“No, no, John,” she screamed, wringing her hands in pitiful supplication. “Speak more quietly.”

“You have sullied the name of your dead son with a cowardly crime. Woman! Woman! This is devil’s work. They think our boy fled like a thief with his pockets full of stolen money, whilst all the time you and I were evading the just reward of our follies and extravagance.”

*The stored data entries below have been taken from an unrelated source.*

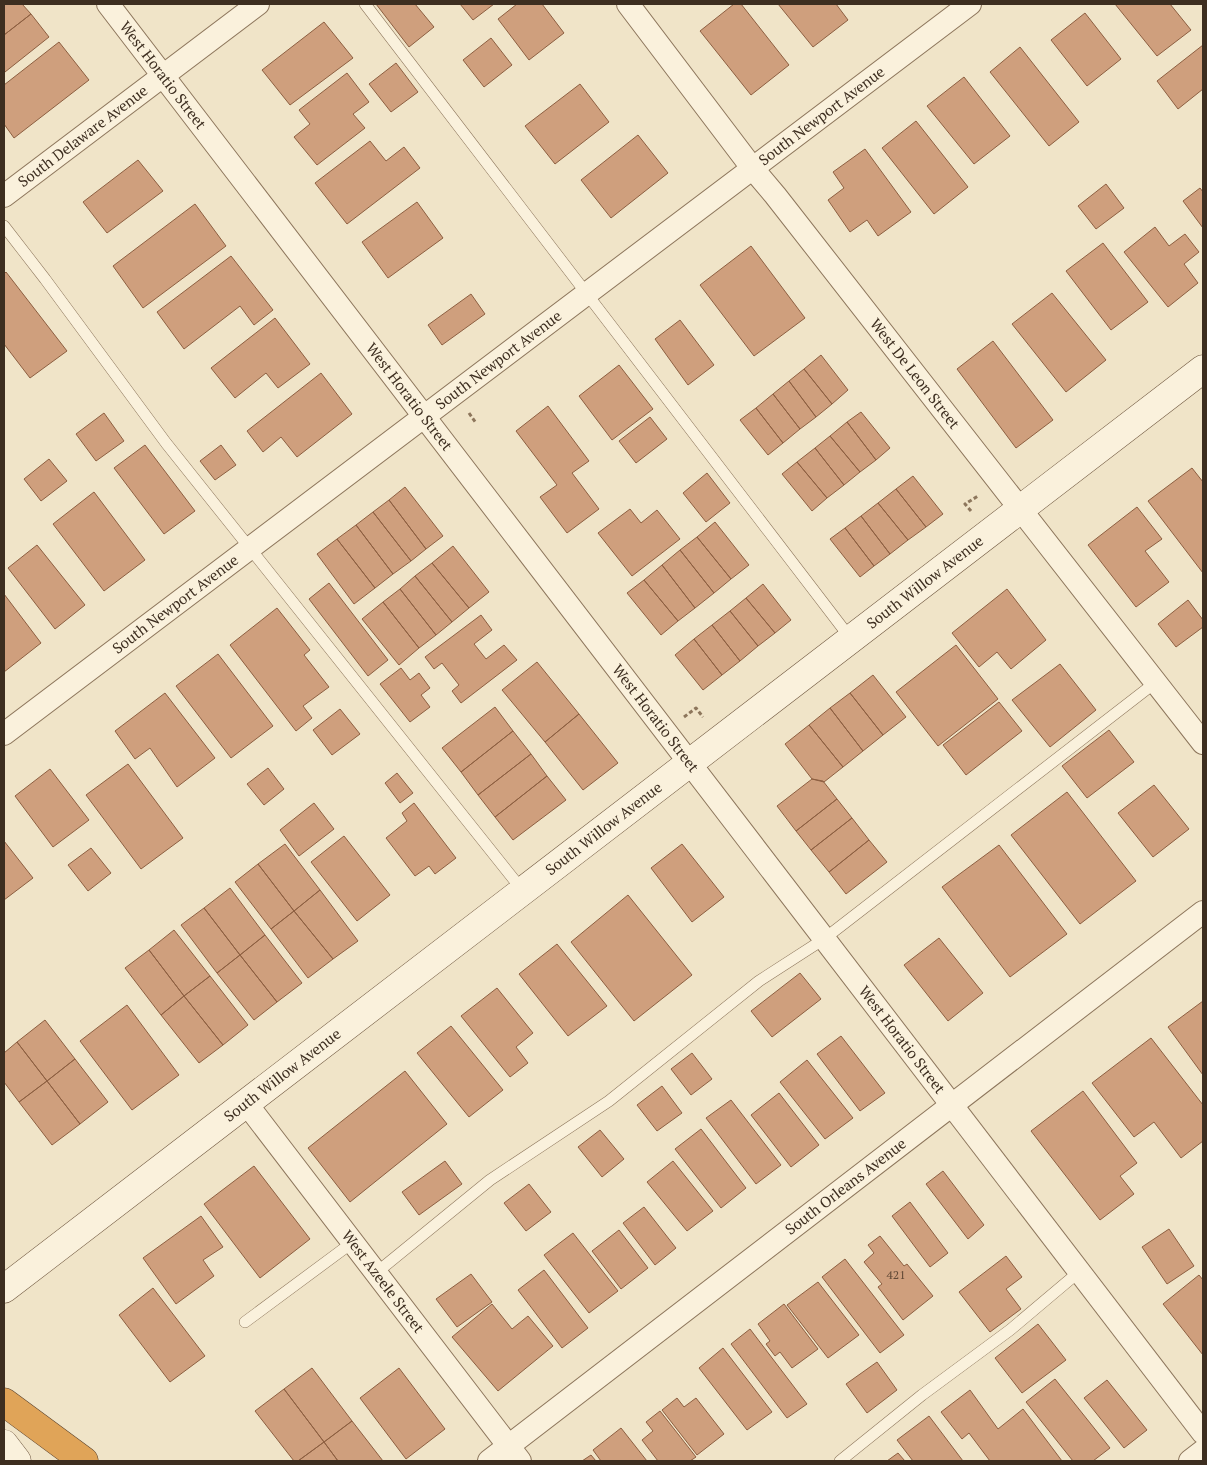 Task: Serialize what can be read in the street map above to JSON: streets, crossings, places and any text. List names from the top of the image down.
{
  "streets": {
    "street": [
      "West Horatio Street",
      "South Newport Avenue",
      "South Delaware Avenue",
      "West De Leon Street",
      "South Willow Avenue",
      "South Orleans Avenue",
      "West Azeele Street"
    ]
  },
  "crossings": [
    ["West Horatio Street", "South Newport Avenue"],
    ["West Horatio Street", "South Delaware Avenue"],
    ["West Horatio Street", "South Willow Avenue"],
    ["West Horatio Street", "South Orleans Avenue"],
    ["South Newport Avenue", "West De Leon Street"],
    ["West De Leon Street", "South Willow Avenue"],
    ["South Willow Avenue", "West Azeele Street"],
    ["South Orleans Avenue", "West Azeele Street"]
  ],
  "house_numbers": ["421"]
}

“John, the money was used to pay your debts and his debts, as well as mine; to stave off ruin from you and from him as well as from myself, and to keep Netty’s husband for her. Do you think that Harry Bent could possibly marry Netty, if her mother were sent to jail?”

“Don’t bring our children into this, Mary. You—” 157

“I must speak of Netty—I must! Would she ever forgive us, if her lover cast her off?”

“And will he marry her, now that her brother is disgraced?”

“Oh, her brother’s disgrace is nothing. It is only gossip. They can’t arrest Dick and imprison him. Oh, I couldn’t bear it—I couldn’t!”

“And, yet, you will see your son’s name defamed in the moment of his glory.”

“John, John, I did it to save you. I didn’t think of myself. I’ve never been afraid to stand by anything I’ve done before. But this! Oh, take me away and kill me, shoot me, say that it was an accident, and I’ll gladly endure my punishment. But a mother is never alone in her sin. The sins of the fathers—you know the text well enough, John. Last night, I tried to kill myself.”

“Mary!”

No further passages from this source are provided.